Taxes are often talked about in terms of incentives and disincentives, as 
theory. Your comments buy into that premise. From there, endless economists 
will create a flurry of fancy sounding mathematical statements to show why 
the rich need more money.

If you look at taxes from a human rights perspective, as well as a way to 
control for systemic risks resulting from concentration of wealth, then you 
get to the same practical suggestion (tax the rich a lot on a progressive 
scale) but for different theoretical reasons.

Basically, I'd suggest one focus more on the human rights aspect, as opposed 
to the fairness aspect. Slavery was obviously unfair to the slaves, but 
people who had paid for slaves thought it was fair to them to own the 
property they had paid for. Slavery was in part defended based on human 
rights (the human right to own private property -- slaves); it was only when 
that paradigm changed that we saw the end of most of it (well, a shift to 
wage slavery). The myths we weave around all this really matter a lot.

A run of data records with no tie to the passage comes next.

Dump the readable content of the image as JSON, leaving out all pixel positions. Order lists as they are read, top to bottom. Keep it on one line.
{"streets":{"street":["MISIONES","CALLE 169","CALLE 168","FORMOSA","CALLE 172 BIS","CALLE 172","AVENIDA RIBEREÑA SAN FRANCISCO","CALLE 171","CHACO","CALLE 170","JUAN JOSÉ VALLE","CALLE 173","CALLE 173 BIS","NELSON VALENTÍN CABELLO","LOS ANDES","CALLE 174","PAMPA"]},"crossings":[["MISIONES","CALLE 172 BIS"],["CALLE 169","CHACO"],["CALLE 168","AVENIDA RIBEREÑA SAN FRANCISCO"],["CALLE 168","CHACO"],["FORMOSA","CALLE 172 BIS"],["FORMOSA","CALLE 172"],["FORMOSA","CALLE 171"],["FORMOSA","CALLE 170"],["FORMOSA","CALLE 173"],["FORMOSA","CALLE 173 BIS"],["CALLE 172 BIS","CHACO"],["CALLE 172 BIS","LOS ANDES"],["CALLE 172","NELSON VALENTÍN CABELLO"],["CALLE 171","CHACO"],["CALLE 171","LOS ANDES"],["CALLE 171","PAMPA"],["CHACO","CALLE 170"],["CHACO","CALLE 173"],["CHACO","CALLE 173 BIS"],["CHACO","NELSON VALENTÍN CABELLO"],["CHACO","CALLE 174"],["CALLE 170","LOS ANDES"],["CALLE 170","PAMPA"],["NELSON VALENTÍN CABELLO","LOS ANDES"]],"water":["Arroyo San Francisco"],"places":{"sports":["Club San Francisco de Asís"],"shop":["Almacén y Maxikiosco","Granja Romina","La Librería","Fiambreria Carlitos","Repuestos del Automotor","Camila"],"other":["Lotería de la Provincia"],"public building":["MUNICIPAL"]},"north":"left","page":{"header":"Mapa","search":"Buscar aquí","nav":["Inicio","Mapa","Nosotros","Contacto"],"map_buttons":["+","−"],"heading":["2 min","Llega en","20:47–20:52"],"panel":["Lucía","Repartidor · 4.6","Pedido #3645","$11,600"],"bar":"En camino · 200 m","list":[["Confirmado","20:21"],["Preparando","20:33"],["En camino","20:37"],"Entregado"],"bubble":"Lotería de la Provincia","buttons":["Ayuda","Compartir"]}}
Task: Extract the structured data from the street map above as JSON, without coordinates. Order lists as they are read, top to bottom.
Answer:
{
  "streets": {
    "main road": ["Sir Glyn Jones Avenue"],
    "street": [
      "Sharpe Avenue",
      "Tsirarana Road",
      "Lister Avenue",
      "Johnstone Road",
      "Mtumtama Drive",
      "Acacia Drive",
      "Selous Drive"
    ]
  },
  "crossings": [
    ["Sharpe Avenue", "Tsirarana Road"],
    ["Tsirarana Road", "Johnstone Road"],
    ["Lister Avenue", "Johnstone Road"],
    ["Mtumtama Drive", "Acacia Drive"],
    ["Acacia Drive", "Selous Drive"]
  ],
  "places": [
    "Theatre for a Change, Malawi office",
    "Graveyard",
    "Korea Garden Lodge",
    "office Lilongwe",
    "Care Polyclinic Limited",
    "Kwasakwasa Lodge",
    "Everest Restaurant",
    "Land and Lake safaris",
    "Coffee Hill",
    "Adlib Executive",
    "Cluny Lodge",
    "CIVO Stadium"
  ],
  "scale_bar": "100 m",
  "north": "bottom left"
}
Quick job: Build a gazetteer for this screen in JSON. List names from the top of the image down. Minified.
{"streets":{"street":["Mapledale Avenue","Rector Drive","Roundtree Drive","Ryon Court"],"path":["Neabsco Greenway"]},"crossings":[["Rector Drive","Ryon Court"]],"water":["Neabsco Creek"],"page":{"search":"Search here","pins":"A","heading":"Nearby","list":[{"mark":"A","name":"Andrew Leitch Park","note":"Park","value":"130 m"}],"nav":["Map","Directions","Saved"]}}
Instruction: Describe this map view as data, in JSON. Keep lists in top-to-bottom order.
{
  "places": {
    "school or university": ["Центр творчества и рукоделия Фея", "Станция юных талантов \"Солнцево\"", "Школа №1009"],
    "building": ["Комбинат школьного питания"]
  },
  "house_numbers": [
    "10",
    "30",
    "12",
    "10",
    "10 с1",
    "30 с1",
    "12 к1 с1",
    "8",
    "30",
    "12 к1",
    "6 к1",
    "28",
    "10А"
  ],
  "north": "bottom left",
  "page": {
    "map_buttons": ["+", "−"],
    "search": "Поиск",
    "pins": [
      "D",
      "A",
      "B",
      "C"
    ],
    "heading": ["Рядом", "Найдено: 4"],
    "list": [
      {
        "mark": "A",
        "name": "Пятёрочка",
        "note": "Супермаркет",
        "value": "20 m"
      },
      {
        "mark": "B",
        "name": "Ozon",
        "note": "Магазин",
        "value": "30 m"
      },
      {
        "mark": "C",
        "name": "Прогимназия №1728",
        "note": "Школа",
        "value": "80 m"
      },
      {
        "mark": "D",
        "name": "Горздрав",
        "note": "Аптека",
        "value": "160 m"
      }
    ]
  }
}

Just to outline the opposite neoconservative world view that I see 
articulated in US politics and on US message boards, it seems to me it goes 
something like this:
* Only a few people are specially gifted enough (genes, family culture, 
willpower, talent, whatever) to run businesses that produce food and iPhones 
and mortgage loans and media (and no one else can ever learn how to do this)
* Having capital, like from inheritances, has nothing to do with having this 
natural talent, and capital, as well as elite educational opportunities, 
will naturally flow to such gifted people unless obstructed by government 
regulation and taxes and affirmative action and so on.
* Those few gifted people will sit around on their lazy asses unless vast 
amounts of money are dangled in front of them to get them to take risks with 
other people's money.
* If that happens, that the few gifted people don't build businesses, the 
rest of us incompetent losers will starve to death or at least not get 
iPhones, which is probably worse.
* Thus, most of the money in society has to go to these few entrepreneurs 
and money managers to save the rest of us from ourselves; most of the 
current problems in society are thus because rich people are too poor.
* Any sort of taxation and regulation interferes with this natural process, 
and creates dysfunction and disaster; the current banking crisis is mainly 
the product of excessive government regulation and taxation causing banks to 
give loans to people who did not deserve them and thus hurting us all.
* Thus, by that systems of arguments, what you are proposing is total 
madness that will destroy the engine of global prosperity, the USA. You must 
be suggesting this because you hate everyone in the USA because of our 
success, so why should we listen to someone who hates us so?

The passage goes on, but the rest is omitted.